Only the lines from the beginning of the entries through the one that holds "function paint(path, color)" may appear in the answer, written out exactly and free of pictures.

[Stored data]

========

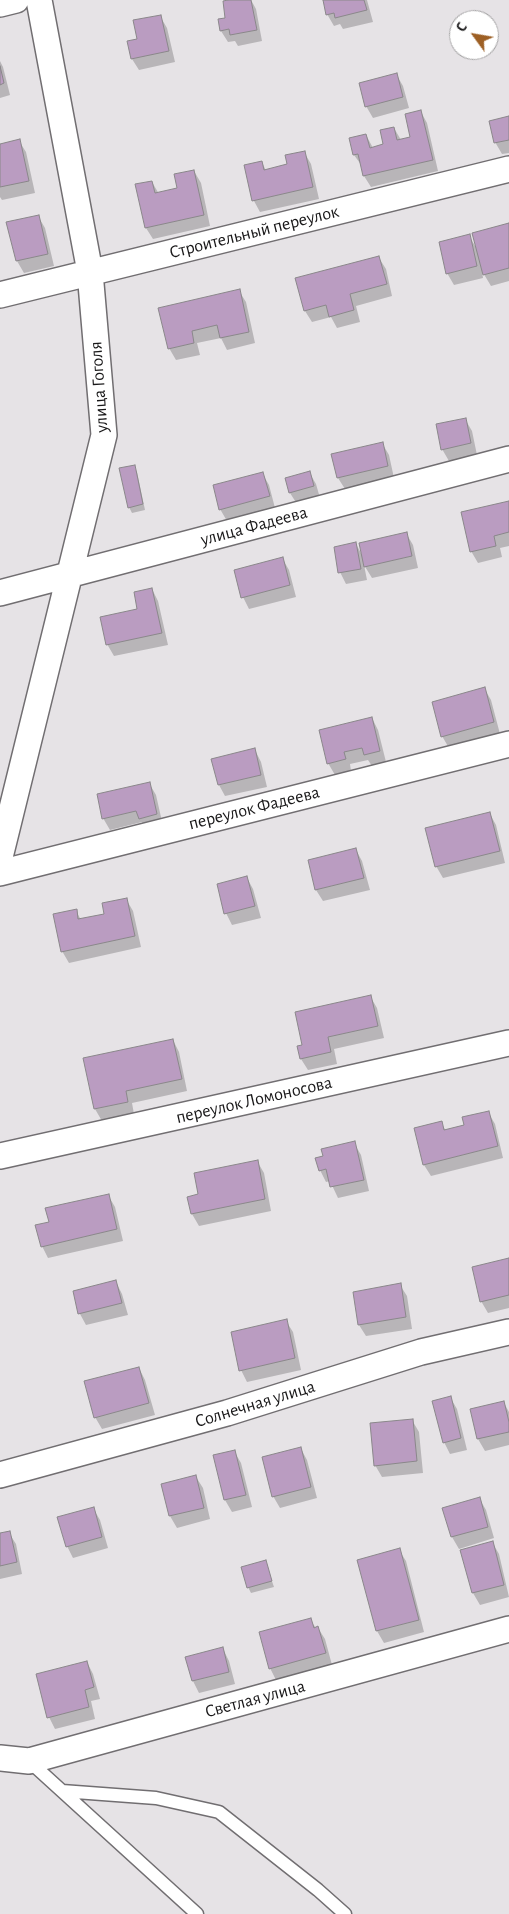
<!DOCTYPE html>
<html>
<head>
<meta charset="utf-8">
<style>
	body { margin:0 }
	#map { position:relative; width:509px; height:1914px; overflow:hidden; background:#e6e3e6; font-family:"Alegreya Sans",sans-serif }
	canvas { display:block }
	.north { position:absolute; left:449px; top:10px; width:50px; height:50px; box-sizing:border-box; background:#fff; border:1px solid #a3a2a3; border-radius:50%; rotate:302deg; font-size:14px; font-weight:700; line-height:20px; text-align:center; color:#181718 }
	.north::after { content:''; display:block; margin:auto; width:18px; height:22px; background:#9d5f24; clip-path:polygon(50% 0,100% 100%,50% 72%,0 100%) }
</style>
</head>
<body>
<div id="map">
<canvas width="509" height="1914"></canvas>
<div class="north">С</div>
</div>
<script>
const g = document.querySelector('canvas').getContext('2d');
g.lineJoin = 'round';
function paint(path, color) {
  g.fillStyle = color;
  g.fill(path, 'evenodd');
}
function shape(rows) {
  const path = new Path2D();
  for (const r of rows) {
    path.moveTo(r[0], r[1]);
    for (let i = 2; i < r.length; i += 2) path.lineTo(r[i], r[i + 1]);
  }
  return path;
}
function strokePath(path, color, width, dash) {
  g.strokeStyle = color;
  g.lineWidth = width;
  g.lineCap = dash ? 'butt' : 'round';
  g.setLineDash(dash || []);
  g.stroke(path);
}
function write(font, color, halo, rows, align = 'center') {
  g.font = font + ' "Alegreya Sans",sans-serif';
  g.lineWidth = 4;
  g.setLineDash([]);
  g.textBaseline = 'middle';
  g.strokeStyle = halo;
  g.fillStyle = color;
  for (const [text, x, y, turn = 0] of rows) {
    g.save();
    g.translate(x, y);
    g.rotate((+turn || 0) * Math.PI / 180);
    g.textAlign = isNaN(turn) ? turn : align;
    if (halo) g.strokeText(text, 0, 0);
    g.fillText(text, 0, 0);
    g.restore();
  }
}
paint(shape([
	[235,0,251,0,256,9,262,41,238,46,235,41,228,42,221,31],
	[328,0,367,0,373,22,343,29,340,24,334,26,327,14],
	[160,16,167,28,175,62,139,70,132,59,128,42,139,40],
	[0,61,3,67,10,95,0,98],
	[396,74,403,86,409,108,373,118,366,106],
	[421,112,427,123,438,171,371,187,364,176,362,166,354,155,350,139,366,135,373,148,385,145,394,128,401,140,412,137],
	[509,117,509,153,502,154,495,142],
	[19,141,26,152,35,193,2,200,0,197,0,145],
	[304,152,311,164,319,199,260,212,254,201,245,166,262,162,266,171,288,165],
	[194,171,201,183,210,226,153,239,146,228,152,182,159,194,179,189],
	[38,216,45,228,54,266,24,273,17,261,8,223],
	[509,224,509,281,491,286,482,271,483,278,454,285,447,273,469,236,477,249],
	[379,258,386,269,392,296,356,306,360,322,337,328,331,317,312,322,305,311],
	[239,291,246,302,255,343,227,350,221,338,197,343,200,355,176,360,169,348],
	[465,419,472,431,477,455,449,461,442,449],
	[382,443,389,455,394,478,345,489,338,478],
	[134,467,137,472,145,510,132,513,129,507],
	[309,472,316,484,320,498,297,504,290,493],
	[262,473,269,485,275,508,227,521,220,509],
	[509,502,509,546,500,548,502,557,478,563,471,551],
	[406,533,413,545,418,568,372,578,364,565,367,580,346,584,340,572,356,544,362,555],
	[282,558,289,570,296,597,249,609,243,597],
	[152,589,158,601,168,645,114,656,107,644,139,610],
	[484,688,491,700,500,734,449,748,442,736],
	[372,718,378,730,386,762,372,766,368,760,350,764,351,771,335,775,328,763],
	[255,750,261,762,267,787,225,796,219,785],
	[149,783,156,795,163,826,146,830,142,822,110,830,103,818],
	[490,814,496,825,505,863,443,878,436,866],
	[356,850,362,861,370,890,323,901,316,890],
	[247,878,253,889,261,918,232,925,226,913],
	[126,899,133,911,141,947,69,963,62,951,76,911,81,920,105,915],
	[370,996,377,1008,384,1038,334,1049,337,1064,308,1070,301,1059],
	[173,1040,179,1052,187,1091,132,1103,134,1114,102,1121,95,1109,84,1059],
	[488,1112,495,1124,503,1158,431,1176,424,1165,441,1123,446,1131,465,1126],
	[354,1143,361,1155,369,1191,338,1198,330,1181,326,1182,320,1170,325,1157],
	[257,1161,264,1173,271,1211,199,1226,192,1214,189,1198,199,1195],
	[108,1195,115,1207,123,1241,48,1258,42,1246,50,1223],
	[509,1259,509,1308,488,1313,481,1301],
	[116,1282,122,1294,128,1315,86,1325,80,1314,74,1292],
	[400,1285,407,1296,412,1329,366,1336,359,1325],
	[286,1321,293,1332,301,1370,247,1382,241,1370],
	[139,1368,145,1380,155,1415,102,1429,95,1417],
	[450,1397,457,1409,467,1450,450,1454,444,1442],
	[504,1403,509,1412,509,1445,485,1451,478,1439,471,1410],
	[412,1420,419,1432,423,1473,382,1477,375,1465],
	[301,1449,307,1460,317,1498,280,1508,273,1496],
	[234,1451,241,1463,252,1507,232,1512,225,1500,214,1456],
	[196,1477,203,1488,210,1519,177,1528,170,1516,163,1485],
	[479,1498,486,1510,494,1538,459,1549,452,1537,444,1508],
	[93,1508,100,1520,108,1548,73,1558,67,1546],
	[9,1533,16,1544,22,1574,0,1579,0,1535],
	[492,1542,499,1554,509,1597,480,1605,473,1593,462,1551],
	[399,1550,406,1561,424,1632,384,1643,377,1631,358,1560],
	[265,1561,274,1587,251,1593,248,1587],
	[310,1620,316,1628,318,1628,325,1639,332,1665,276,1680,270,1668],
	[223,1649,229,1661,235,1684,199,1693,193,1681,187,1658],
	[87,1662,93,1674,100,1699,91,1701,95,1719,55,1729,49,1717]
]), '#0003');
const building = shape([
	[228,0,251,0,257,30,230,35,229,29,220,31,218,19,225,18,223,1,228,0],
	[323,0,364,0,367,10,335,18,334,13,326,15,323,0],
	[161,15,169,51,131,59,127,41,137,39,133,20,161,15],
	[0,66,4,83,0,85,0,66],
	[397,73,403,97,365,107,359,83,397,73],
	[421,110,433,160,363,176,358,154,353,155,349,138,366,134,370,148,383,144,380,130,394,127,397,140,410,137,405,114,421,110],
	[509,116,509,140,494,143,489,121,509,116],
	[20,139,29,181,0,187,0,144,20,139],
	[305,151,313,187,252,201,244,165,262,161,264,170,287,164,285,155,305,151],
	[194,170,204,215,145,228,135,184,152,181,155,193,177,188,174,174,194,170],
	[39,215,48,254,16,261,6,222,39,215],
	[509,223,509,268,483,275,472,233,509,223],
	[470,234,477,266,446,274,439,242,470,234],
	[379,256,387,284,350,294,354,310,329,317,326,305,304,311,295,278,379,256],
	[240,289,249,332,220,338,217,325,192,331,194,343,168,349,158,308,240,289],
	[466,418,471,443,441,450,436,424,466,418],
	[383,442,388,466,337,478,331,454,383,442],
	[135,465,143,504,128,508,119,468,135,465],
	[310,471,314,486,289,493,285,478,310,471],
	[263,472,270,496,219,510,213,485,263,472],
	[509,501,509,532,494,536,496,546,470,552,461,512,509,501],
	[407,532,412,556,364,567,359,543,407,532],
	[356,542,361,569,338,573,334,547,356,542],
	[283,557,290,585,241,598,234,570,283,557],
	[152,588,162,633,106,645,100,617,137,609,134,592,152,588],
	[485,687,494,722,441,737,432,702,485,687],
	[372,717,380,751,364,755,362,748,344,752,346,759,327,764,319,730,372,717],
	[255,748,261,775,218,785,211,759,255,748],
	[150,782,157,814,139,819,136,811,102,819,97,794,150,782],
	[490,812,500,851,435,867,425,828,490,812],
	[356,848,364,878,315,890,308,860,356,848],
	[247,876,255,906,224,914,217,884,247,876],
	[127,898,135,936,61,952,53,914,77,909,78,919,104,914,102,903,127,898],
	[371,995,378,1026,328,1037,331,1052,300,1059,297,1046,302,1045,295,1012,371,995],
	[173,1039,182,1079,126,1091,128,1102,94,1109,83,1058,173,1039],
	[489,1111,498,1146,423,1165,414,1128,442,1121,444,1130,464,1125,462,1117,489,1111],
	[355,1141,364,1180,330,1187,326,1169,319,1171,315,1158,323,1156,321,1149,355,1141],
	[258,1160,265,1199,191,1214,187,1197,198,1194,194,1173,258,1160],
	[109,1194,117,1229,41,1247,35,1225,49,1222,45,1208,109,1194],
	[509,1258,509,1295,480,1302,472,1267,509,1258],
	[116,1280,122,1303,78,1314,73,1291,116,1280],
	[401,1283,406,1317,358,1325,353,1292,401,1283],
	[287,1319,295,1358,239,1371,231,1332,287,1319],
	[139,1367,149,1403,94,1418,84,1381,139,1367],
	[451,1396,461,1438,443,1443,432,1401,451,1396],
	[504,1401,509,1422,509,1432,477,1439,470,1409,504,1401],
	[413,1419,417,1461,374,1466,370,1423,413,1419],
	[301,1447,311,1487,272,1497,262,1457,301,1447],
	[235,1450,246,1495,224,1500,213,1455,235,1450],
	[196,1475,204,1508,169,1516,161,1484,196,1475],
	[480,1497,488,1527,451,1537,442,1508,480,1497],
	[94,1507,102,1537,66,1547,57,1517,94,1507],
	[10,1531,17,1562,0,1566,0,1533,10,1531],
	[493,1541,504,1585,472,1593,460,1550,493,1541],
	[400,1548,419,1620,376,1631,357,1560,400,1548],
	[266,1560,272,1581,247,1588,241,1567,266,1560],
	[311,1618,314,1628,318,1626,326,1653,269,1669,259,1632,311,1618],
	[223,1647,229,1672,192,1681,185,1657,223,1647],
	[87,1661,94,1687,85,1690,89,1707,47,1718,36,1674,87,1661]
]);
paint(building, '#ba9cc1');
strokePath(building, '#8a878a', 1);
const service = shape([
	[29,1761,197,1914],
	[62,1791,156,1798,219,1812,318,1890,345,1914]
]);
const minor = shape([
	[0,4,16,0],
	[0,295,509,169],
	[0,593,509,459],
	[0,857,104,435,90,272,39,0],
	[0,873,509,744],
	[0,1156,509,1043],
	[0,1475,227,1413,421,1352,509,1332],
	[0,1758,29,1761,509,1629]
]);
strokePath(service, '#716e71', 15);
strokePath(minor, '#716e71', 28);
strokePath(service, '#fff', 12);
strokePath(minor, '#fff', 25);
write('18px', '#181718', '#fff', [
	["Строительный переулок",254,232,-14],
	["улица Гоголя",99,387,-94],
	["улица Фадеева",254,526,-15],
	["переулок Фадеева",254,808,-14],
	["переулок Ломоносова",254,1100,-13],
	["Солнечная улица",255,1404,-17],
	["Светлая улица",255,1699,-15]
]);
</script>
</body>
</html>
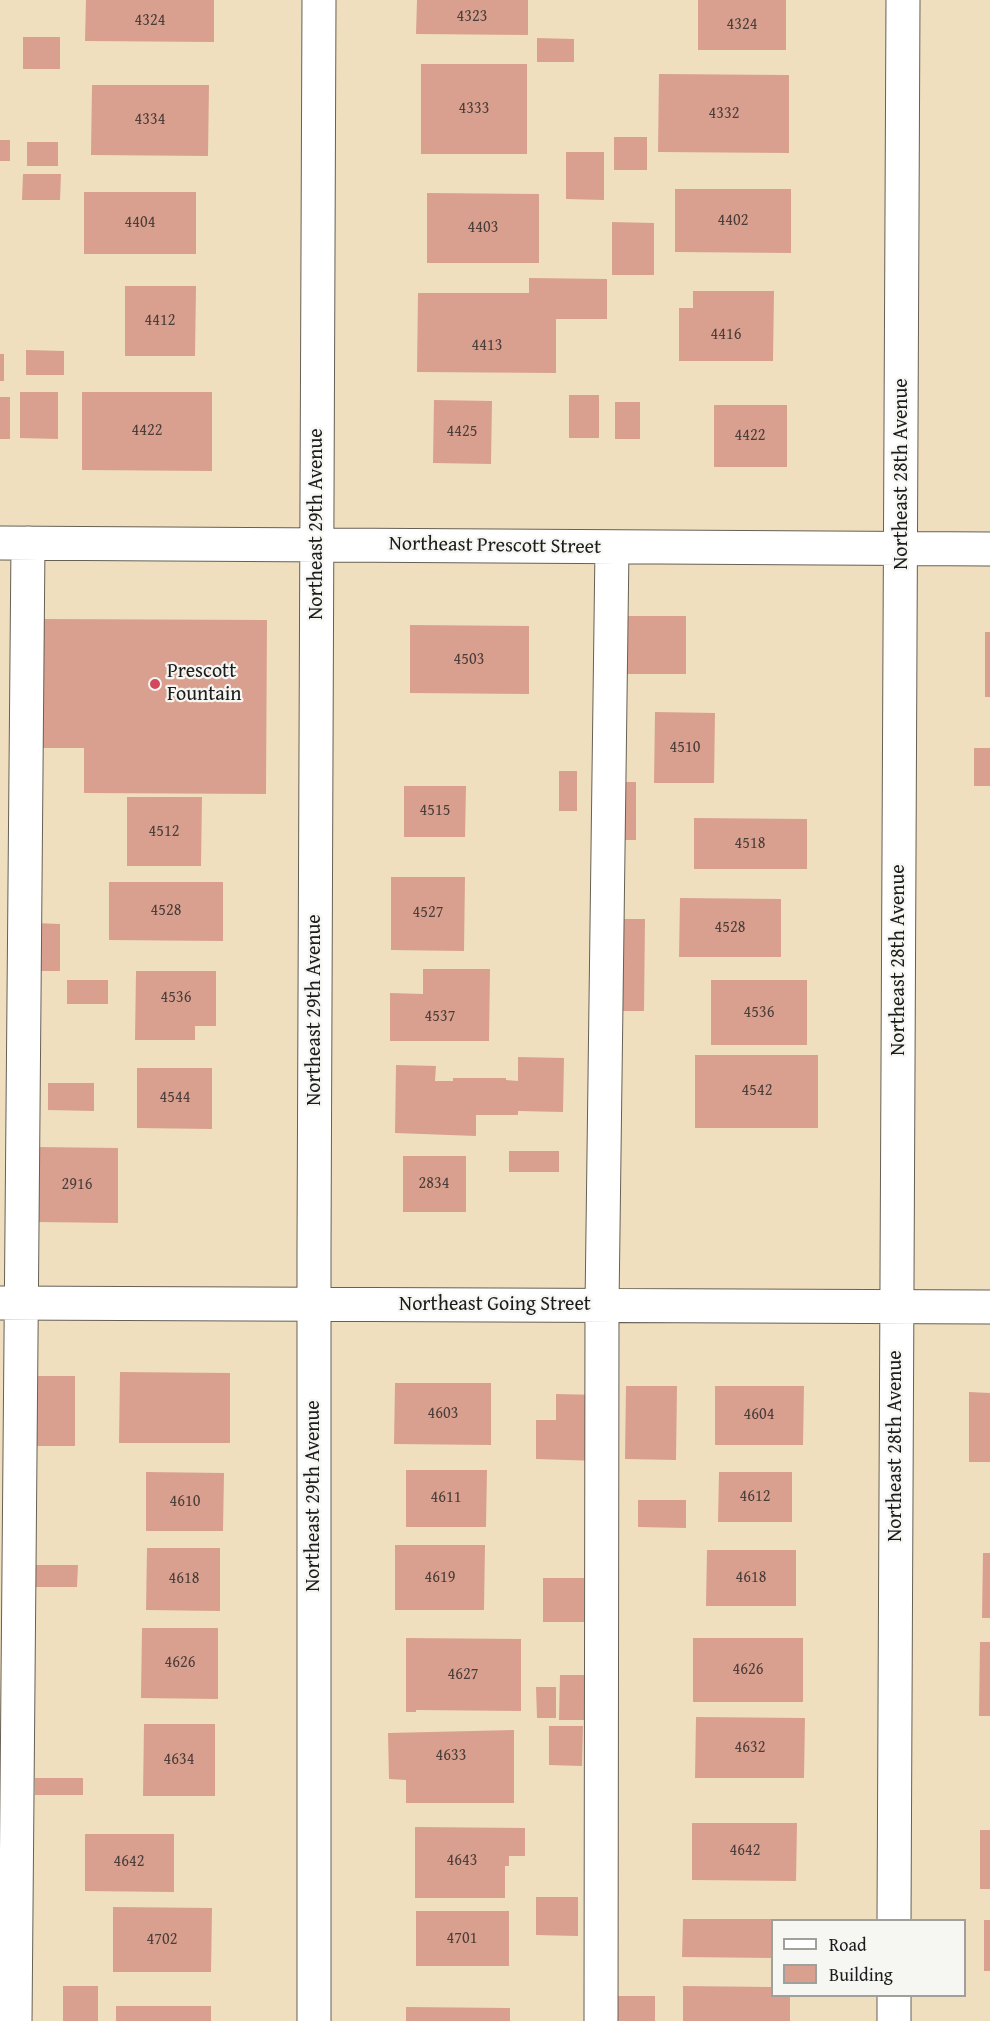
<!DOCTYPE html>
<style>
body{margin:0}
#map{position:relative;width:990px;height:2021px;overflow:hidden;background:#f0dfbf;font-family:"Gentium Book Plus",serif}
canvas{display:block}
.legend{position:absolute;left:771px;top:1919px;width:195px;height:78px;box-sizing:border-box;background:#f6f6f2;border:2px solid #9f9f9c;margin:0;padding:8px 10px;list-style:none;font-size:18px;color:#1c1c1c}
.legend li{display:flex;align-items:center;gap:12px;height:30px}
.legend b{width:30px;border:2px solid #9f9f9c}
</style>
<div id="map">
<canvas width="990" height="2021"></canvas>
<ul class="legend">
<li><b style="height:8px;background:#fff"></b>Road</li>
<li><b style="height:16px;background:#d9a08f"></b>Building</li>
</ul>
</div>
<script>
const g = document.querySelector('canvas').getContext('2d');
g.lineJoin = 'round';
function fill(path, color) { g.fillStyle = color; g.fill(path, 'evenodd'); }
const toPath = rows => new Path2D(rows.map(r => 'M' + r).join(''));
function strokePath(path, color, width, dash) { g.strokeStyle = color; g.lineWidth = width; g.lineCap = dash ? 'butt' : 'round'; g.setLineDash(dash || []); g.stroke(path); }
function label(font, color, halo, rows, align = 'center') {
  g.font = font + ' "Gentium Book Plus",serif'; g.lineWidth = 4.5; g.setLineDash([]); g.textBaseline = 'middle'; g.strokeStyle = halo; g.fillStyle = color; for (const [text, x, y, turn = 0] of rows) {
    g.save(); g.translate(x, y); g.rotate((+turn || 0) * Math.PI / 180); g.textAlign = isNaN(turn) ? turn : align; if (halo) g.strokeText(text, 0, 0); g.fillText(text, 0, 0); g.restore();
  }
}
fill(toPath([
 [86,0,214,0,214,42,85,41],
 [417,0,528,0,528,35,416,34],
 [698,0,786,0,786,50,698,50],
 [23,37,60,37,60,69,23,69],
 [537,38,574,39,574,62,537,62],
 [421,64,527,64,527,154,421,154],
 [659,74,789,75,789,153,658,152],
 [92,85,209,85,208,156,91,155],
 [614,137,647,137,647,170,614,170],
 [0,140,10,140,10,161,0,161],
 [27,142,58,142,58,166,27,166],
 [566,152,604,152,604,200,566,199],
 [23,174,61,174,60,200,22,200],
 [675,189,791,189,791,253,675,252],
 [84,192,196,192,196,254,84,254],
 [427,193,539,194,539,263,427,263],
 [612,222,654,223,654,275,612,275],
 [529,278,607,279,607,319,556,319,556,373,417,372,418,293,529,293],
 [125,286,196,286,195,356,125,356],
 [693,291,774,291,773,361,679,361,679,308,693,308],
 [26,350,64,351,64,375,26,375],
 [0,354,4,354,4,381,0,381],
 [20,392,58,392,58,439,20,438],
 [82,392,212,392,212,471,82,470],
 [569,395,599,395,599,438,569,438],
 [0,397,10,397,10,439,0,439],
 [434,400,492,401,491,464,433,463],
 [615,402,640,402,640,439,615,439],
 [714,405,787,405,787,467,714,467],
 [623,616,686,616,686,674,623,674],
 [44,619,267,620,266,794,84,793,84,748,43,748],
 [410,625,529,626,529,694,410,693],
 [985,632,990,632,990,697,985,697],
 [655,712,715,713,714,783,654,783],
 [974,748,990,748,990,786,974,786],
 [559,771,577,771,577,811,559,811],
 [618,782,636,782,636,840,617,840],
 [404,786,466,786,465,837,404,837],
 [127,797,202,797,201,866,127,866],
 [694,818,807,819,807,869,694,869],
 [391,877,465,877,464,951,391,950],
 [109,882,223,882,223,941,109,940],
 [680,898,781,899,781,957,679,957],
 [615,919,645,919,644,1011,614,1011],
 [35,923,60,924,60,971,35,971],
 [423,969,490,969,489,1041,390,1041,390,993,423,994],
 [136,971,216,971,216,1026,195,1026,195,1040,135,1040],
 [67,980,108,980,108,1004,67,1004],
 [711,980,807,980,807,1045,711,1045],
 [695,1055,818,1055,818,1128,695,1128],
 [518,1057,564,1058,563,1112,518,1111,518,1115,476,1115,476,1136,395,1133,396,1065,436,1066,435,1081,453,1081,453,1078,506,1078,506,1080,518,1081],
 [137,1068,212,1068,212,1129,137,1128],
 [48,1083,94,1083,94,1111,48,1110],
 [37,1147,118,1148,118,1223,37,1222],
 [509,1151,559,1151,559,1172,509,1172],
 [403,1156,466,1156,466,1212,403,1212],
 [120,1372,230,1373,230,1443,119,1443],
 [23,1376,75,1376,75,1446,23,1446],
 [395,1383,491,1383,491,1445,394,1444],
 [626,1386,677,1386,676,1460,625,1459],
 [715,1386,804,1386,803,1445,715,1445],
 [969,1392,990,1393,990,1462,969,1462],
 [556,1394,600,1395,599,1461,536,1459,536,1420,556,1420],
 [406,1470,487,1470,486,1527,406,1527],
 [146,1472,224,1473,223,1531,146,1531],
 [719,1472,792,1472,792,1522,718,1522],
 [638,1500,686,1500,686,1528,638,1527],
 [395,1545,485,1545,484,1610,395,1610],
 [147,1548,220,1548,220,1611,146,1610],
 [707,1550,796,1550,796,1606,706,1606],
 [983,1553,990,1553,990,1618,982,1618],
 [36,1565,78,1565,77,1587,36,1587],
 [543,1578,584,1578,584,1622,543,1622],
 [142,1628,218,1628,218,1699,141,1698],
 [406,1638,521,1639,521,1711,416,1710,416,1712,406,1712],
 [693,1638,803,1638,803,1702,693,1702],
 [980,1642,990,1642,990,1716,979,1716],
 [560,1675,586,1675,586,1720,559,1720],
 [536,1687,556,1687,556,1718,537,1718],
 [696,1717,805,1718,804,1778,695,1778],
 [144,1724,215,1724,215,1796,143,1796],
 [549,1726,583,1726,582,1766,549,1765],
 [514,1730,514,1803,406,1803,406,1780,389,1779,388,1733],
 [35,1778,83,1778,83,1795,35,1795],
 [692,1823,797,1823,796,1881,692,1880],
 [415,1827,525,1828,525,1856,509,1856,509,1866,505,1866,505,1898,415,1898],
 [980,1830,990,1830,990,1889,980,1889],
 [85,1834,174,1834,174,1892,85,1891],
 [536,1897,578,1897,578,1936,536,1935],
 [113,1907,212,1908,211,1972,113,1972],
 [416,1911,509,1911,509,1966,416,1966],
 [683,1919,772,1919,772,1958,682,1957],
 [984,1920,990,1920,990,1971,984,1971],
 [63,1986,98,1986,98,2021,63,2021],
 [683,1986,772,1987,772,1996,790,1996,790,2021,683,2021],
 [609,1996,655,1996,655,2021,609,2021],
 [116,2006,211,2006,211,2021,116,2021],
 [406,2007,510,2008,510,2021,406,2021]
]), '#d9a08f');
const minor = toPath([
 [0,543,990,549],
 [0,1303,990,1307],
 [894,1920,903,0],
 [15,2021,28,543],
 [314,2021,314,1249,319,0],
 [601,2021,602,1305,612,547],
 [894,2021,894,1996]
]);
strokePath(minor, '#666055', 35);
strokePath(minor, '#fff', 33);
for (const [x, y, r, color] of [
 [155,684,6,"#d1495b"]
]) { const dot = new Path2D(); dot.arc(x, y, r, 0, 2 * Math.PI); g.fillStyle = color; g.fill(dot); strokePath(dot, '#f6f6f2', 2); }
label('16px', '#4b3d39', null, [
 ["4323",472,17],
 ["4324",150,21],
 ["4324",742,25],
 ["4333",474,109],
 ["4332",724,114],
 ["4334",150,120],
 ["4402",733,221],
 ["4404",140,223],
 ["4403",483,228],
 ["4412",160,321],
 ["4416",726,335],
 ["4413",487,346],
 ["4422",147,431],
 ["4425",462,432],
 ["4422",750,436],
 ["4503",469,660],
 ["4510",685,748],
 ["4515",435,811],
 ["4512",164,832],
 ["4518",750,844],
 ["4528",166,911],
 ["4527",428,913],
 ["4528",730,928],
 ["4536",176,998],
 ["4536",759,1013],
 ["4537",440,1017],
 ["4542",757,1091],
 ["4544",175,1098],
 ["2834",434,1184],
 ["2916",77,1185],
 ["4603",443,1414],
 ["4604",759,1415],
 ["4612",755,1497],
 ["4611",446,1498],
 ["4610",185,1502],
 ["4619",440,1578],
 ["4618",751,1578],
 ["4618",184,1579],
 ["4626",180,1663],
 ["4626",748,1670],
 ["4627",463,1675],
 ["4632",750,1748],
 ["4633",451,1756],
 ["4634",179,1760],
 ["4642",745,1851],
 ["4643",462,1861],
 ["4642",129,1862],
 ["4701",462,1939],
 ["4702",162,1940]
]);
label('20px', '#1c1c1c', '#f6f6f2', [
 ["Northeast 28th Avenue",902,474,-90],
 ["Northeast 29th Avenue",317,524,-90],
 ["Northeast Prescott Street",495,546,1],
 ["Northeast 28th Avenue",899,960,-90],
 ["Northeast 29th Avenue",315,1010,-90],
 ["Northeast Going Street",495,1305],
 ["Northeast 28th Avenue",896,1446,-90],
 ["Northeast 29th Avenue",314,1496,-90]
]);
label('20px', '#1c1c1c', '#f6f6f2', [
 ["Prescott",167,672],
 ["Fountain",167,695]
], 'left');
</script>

========

**FINAL ANSWER:**
<!DOCTYPE html>
<html>
<head>
<meta charset="utf-8">
<style>
	body { margin:0 }
	#map { position:relative; width:509px; height:1914px; overflow:hidden; background:#e6e3e6; font-family:"Alegreya Sans",sans-serif }
	canvas { display:block }
	.north { position:absolute; left:449px; top:10px; width:50px; height:50px; box-sizing:border-box; background:#fff; border:1px solid #a3a2a3; border-radius:50%; rotate:302deg; font-size:14px; font-weight:700; line-height:20px; text-align:center; color:#181718 }
	.north::after { content:''; display:block; margin:auto; width:18px; height:22px; background:#9d5f24; clip-path:polygon(50% 0,100% 100%,50% 72%,0 100%) }
</style>
</head>
<body>
<div id="map">
<canvas width="509" height="1914"></canvas>
<div class="north">С</div>
</div>
<script>
const g = document.querySelector('canvas').getContext('2d');
g.lineJoin = 'round';
function paint(path, color) {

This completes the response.